--- MATERIALS PROVIDED ---
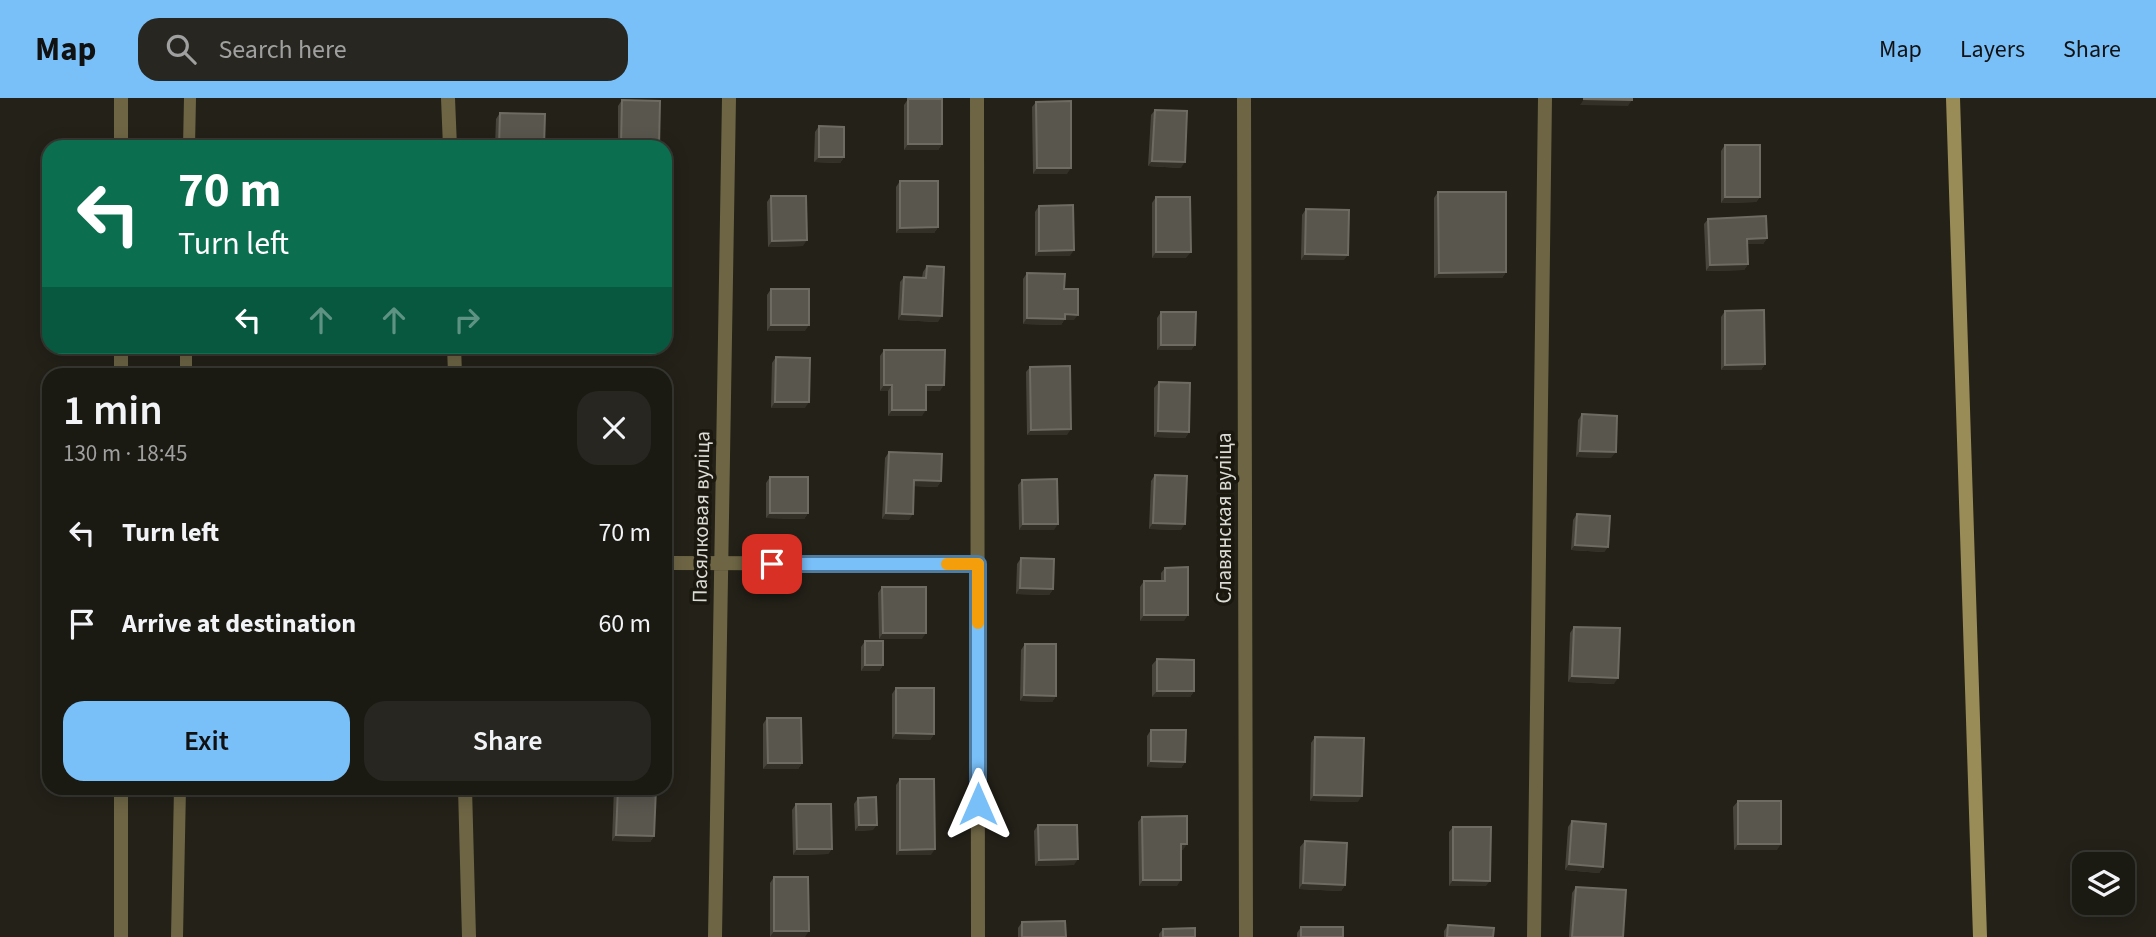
<!DOCTYPE html>
<meta charset="utf-8">
<style>
:root{--surface:#1a1912;--page:#272620;--text:#f1f3f6;--muted:#9fa09f;--line:#383832;--accent:#79bff8}
body{margin:0;font-family:"Source Sans 3",sans-serif;background:var(--page);color:var(--text);height:100vh;display:flex;flex-direction:column;font-size:26px;white-space:nowrap}
*{box-sizing:border-box;margin:0}
p{font-size:23px;color:var(--muted)}
.icon{flex:none;width:38px;height:38px;fill:none;stroke:currentColor;stroke-width:2;stroke-linecap:round;stroke-linejoin:round}
.map{position:relative;flex:1;overflow:hidden}
.details{position:absolute;left:42px;top:270px;width:630px;height:427px;display:flex;flex-direction:column;background:var(--surface);border-radius:21px;box-shadow:0 4px 18px #0003,0 0 0 2px var(--line)}
.details>*{flex:none}
.banner{position:absolute;left:42px;top:42px;width:630px;height:214px;border-radius:21px;box-shadow:0 4px 18px #0003,0 0 0 2px var(--line);background:#0b6e4f;color:#fff;overflow:hidden}
.controls{position:absolute;left:2072px;top:754px;display:grid;gap:14px}
.controls a{display:grid;place-items:center;width:63px;height:63px;border-radius:14px;background:var(--surface);box-shadow:0 4px 18px #0003,0 0 0 2px var(--line);font-size:35px}
.pin{position:absolute;display:grid;place-items:center;width:60px;height:60px;color:#fff;margin:-30px;border-radius:14px;box-shadow:0 4px 10px #0006}
.me{position:absolute;width:77px;margin:-38px;rotate:0deg;stroke-linejoin:round;filter:drop-shadow(0 0 5px #0008)}
.turn{display:flex;align-items:center;gap:24px;height:147px;padding:0 21px;font-size:32px}
.turn .icon{width:91px;height:91px;stroke-width:2.5}
.turn b{display:block;font-size:49px;line-height:60px}
.lanes{display:flex;align-items:center;height:66px;padding:0 21px;background:#0003;justify-content:center;gap:35px;direction:ltr}
.lanes .off{opacity:.35}
.round{display:grid;place-items:center;flex:none;width:74px;height:74px;border-radius:21px;background:var(--page)}
.overview{display:flex;align-items:center;justify-content:space-between;height:119px;padding:0 21px}
h1{font-size:42px;font-weight:600;line-height:52px}
.primary-button{display:flex;gap:14px;margin-top:auto;padding:14px 21px}
.primary-button a{flex:1;height:80px;border-radius:21px;background:var(--accent);color:#111;font-size:28px;font-weight:600;line-height:80px;text-align:center}
.primary-button a+a{background:var(--page);color:var(--text)}
ul{padding:0;list-style:none}
li{display:flex;align-items:center;gap:21px;height:91px;padding:0 21px}
li div{flex:1}
li b{display:block;font-size:26px}
li em{font-style:normal}
header{display:flex;align-items:center;gap:42px;box-sizing:border-box;height:98px;padding:0 35px;background:var(--accent);color:#111}
header strong{font-size:33px}
nav{display:flex;gap:38px;margin-inline-start:auto;font-size:24px}
.search{width:490px;height:63px;background:var(--page);display:flex;align-items:center;gap:18px;box-sizing:border-box;padding:0 24px;border-radius:21px;color:var(--muted);font-size:26px}
.map>svg:first-child{display:block}
.lines{fill:none;stroke-linecap:round;stroke-linejoin:round}
.lane{stroke:#6e6545;stroke-width:12}
.street{stroke:#6e6545;stroke-width:14}
.secondary{stroke:#9a8c56;stroke-width:14}
.wall{fill:#48463c}
.shaded-wall{fill:#333127}
.building{fill:#58564d;stroke:#6d6b62;stroke-width:2}
.route-casing{stroke:#4f7ca1;stroke-width:18}
.route{stroke:#79bff8;stroke-width:12}
.slow{stroke:#f59e0b;stroke-width:12}
.labels{text-anchor:middle;stroke-width:7;stroke-linejoin:round;paint-order:stroke}
.street-label{font-size:21px;fill:#dcdbd5;stroke:#1a180f}
</style>
<header>
<strong>Map</strong>
<div class="search"><svg class="icon" aria-label="search" viewBox="0 0 24 24"><circle cx="10" cy="10" r="6"/><path d="M15 15l6 6"/></svg>Search here</div>
<nav><a>Map</a><a>Layers</a><a>Share</a></nav>
</header>
<div class="map">
<svg width="2156" height="839" viewBox="0 0 2156 839">
<rect width="100%" height="100%" fill="#232118"/>
<g class="lines">
<path class="lane" d="M189 49 190 0
M186 276V248
M177 839 180 690"/>
<path class="street" d="M121 0V49
M448 0 450 49
M977 0 978 839
M1244 0 1246 839
M121 248V276
M454 248 455 276
M665 465 978 466
M121 690V839
M465 690 469 839
M715 839 729 0
M1534 839 1545 0"/>
<path class="secondary" d="M1953 0 1980 839"/>
</g>
<path class="wall" d="M908 1 942 46 938 52H904V7Z
M622 2 659 49H618V8Z
M1036 4 1067 76H1033L1032 9Z
M1155 12 1181 70 1148 68 1151 17Z
M500 15 544 49H495L496 21Z
M819 28 844 59 840 65 814 64 815 34Z
M1725 47 1760 99 1756 104 1721 105V53Z
M900 83 938 129 934 135H896V89Z
M1438 94 1506 174 1502 180H1434V100Z
M771 98 803 148 768 149 767 104Z
M1156 99 1186 160H1152V105Z
M1039 108 1070 158H1035V114Z
M1306 111 1344 162H1301L1302 117Z
M1708 121 1767 140 1763 146H1747L1748 166 1744 172 1706 173 1704 126Z
M927 168 938 224 898 222 900 184 904 179 922 180 923 174Z
M1027 175 1064 191 1074 222H1064L1061 227 1023 226V181Z
M771 191 805 233H767V197Z
M1725 213 1765 266 1761 272H1721V219Z
M1161 214 1195 247 1191 252H1157V220Z
M884 252 940 293H926L922 318H888V293H880V258Z
M776 259 805 310H771L772 265Z
M1030 269 1067 337H1027L1026 274Z
M1159 284 1189 334 1185 340 1154 339V290Z
M1582 316 1611 360 1576 359 1578 322Z
M889 354 941 383 937 389 914 388 909 422 882 421 885 360Z
M1155 377 1181 432 1149 431 1151 383Z
M770 379 808 415 804 421 766 420V385Z
M1022 382 1054 432H1019L1018 387Z
M1577 416 1608 449 1604 454 1571 452 1573 422Z
M1021 460 1053 491 1049 497 1016 496 1017 466Z
M1165 470 1184 523H1140V489L1144 483H1161V475Z
M882 489 922 541H879L878 495Z
M1574 529 1614 586 1568 584 1570 535Z
M865 543 883 567 879 573H861V549Z
M1025 546 1056 598 1052 604 1020 603 1021 552Z
M1157 561 1194 593 1190 599H1152V567Z
M896 590 934 636 930 642 892 641V596Z
M767 620 802 665 798 671H763V626Z
M1151 632 1185 664 1181 670 1147 669V638Z
M1315 639 1358 704 1310 703 1311 645Z
M900 681 931 757H896V687Z
M614 690H656L654 738 650 744 612 743Z
M858 700 873 732 855 733 854 706Z
M1738 703 1777 752H1734L1733 709Z
M796 706 832 751 828 756 793 757 792 712Z
M1142 719 1183 752H1181L1177 788H1139L1138 724Z
M1572 723 1603 769 1599 775 1565 772 1568 729Z
M1038 727 1074 767 1035 768 1034 733Z
M1453 729 1486 788H1449V734Z
M1305 743 1345 787 1341 793 1299 791 1300 749Z
M774 779 805 839H770V785Z
M1576 789 1623 839H1569L1572 795Z
M1022 824 1066 839H1018V830Z
M1448 827 1493 839H1444V833Z
M1301 829 1343 839H1297V835Z
M1163 831 1195 839H1159V836Z"/>
<path class="shaded-wall" d="M1584 1 1632 2 1628 8 1580 7Z
M908 46H942L938 52H904Z
M819 59H844L840 65 814 64Z
M1152 63 1185 64 1181 70 1148 68Z
M1037 70H1071L1067 76H1033Z
M1725 99H1760L1756 104 1721 105Z
M938 129 934 135H896L900 130Z
M1767 140 1763 146H1743L1747 141Z
M807 142 803 148 768 149 772 143Z
M1074 152 1070 158H1035L1039 153Z
M1156 154H1191L1186 160H1152Z
M1305 156 1348 157 1344 162H1301Z
M1748 166 1744 172 1706 173 1710 167Z
M1506 174 1502 180H1434L1439 175Z
M902 216 942 218 938 224 898 222Z
M1065 216 1078 217 1074 222H1064L1061 227 1023 226 1027 220Z
M771 227H809L805 233H767Z
M1161 247H1195L1191 252H1157Z
M493 248H532L531 250H491Z
M1765 266 1761 272H1721L1725 267Z
M884 287H892L888 293H880Z
M926 287H944L940 293H922Z
M775 304H809L805 310H771Z
M892 312H926L922 318H888Z
M1071 331 1067 337H1027L1031 332Z
M1158 333 1189 334 1185 340 1154 339Z
M1580 353 1616 354 1611 360 1576 359Z
M914 382 941 383 937 389 910 388Z
M770 415H808L804 421 766 420Z
M886 415 913 416 909 422 882 421Z
M1153 425 1185 426 1181 432 1149 431Z
M1023 426H1058L1054 432H1019Z
M1575 447 1608 449 1604 454 1571 452Z
M1020 490 1053 491 1049 497 1016 496Z
M1144 517H1188L1184 523H1140Z
M883 535H926L922 541H879Z
M865 567H883L879 573H861Z
M1572 578 1618 580 1614 586 1568 584Z
M1157 593H1194L1190 599H1152Z
M1024 597 1056 598 1052 604 1020 603Z
M896 635 934 636 930 642 892 641Z
M1151 663 1185 664 1181 670 1147 669Z
M768 665H802L798 671H763Z
M1314 697 1362 698 1358 704 1310 703Z
M859 727H877L873 732 855 733Z
M616 737 654 738 650 744 612 743Z
M1181 746H1187L1183 752H1177Z
M1738 746H1781L1777 752H1734Z
M797 751H832L828 756 793 757Z
M935 751 931 757H896L900 752Z
M1078 761 1074 767 1035 768 1039 762Z
M1569 766 1603 769 1599 775 1565 772Z
M1143 782H1181L1177 788H1139Z
M1453 782 1490 783 1486 788H1449Z
M1303 785 1345 787 1341 793 1299 791Z
M774 833H809L805 839H770Z"/>
<path class="building" d="M1584 0H1632V2L1584 1Z
M908 1H942V46H908Z
M622 2 660 3 659 49 621 48Z
M1071 3V70H1037L1036 4Z
M1155 12 1187 13 1185 64 1152 63Z
M500 15 545 16 544 49H499Z
M819 28 844 29V59H819Z
M1725 47H1760V99H1725Z
M900 83H938V129L900 130Z
M665 86H666L665 126Z
M1438 94H1506V174L1439 175Z
M771 98H806L807 142 772 143Z
M1156 99H1190L1191 154H1156Z
M1073 107 1074 152 1039 153V108Z
M1306 111 1349 112 1348 157 1305 156Z
M1766 118 1767 140 1747 141 1748 166 1710 167 1708 121Z
M927 168 944 169 942 218 902 216 904 179 926 180Z
M1027 175 1065 176 1064 191H1078V217L1065 216V221L1027 220Z
M771 191H809V227H771Z
M665 193H666V231H665Z
M1764 212 1765 266 1725 267V213Z
M1161 214H1196L1195 247H1161Z
M884 252H945L944 287H926V312H892V287H884Z
M776 259 810 260 809 304H775Z
M1070 268 1071 331 1031 332 1030 269Z
M1159 284 1190 285 1189 334 1158 333Z
M1582 316 1617 318 1616 354 1580 353Z
M889 354 942 356 941 383 914 382 913 416 886 415Z
M665 372 666 416H665Z
M1155 377 1187 378 1185 426 1153 425Z
M770 379H808V415H770Z
M1057 381 1058 426H1023L1022 382Z
M1577 416 1610 418 1608 449 1575 447Z
M1021 460 1054 461 1053 491 1020 490Z
M1188 469V517H1144V483H1165V470Z
M882 489H926V535H883Z
M1574 529 1620 530 1618 580 1572 578Z
M865 543H883V567H865Z
M1025 546H1056V598L1024 597Z
M1157 561 1194 562V593H1157Z
M896 590H934V636L896 635Z
M767 620H801L802 665H768Z
M1151 632H1186L1185 664 1151 663Z
M1315 639 1364 640 1362 698 1314 697Z
M900 681H934L935 751 900 752Z
M618 690H656L654 738 616 737Z
M876 699 877 727H859L858 700Z
M1738 703H1781V746H1738Z
M796 706H831L832 751H797Z
M1187 718V746H1181V782H1143L1142 719Z
M1572 723 1606 726 1603 769 1569 766Z
M1038 727H1077L1078 761 1039 762Z
M1453 729H1491L1490 783 1453 782Z
M1305 743 1347 745 1345 787 1303 785Z
M774 779H808L809 833H774Z
M1576 789 1626 792 1623 839H1572Z
M1065 823 1066 839H1022V824Z
M1448 827 1494 830 1493 839H1447Z
M1301 829H1343V839H1301Z
M1195 830V839H1163V831Z"/>
<g class="lines">
<g class="route-casing">
<path id="route" d="M772 466H978V706"/>
</g>
<use href="#route" class="route"/>
<path class="slow" d="M947 466H978V525"/>
</g>
<g class="labels">
<g class="street-label">
<text transform="translate(701 419) rotate(-89)" y="7">Пасялковая вуліца</text>
<text transform="translate(1224 420) rotate(-90)" y="7">Славянская вуліца</text>
</g>
</g>
</svg>
<div class="controls">
<a><svg class="icon" aria-label="layers" viewBox="0 0 24 24"><path d="M12 4l9 5-9 5-9-5zM3 14l9 5 9-5"/></svg></a>
</div>
<div class="pin" style="left:772px;top:466px;background:#d93025"><svg class="icon" aria-label="arrive" viewBox="0 0 24 24"><path d="M6 21V4h12l-3 4 3 4H6"/></svg></div>
<svg class="me" style="left:978px;top:706px" viewBox="-20 -20 40 40"><path d="M0-17L14 15 0 8-14 15z" fill="#79bff8" stroke="#fff" stroke-width="4"/></svg>
<div class="banner">
<div class="turn"><svg class="icon" aria-label="left" viewBox="0 0 24 24"><path d="M17 20v-9H6M10 6l-5 5 5 5"/></svg><div><b>70 m</b>Turn left</div></div>
<div class="lanes"><svg class="icon" aria-label="left" viewBox="0 0 24 24"><path d="M17 20v-9H6M10 6l-5 5 5 5"/></svg><svg class="icon off" aria-label="ahead" viewBox="0 0 24 24"><path d="M12 20V5M6 11l6-6 6 6"/></svg><svg class="icon off" aria-label="ahead" viewBox="0 0 24 24"><path d="M12 20V5M6 11l6-6 6 6"/></svg><svg class="icon off" aria-label="right" viewBox="0 0 24 24"><path d="M7 20v-9h11M14 6l5 5-5 5"/></svg></div>
</div>
<section class="details">
<div class="overview"><div><h1>1 min</h1><p>130 m · 18:45</p></div><a class="round"><svg class="icon" aria-label="close" viewBox="0 0 24 24"><path d="M6 6l12 12M18 6L6 18"/></svg></a></div>
<ul>
<li><svg class="icon" aria-label="left" viewBox="0 0 24 24"><path d="M17 20v-9H6M10 6l-5 5 5 5"/></svg><div><b>Turn left</b></div><em>70 m</em></li>
<li><svg class="icon" aria-label="arrive" viewBox="0 0 24 24"><path d="M6 21V4h12l-3 4 3 4H6"/></svg><div><b>Arrive at destination</b></div><em>60 m</em></li>
</ul>
<div class="primary-button"><a>Exit</a><a>Share</a></div>
</section>
</div>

--- EXERCISE DIRECTIONS ---
Working from the material above, restate word for word the lines between the line with "M1038 727 1074 767 1035 768 1034 733Z" and the line with "M1301 829 1343 839H1297V835Z", both included, and only those.

--- ANSWER SECTION ---
M1038 727 1074 767 1035 768 1034 733Z
M1453 729 1486 788H1449V734Z
M1305 743 1345 787 1341 793 1299 791 1300 749Z
M774 779 805 839H770V785Z
M1576 789 1623 839H1569L1572 795Z
M1022 824 1066 839H1018V830Z
M1448 827 1493 839H1444V833Z
M1301 829 1343 839H1297V835Z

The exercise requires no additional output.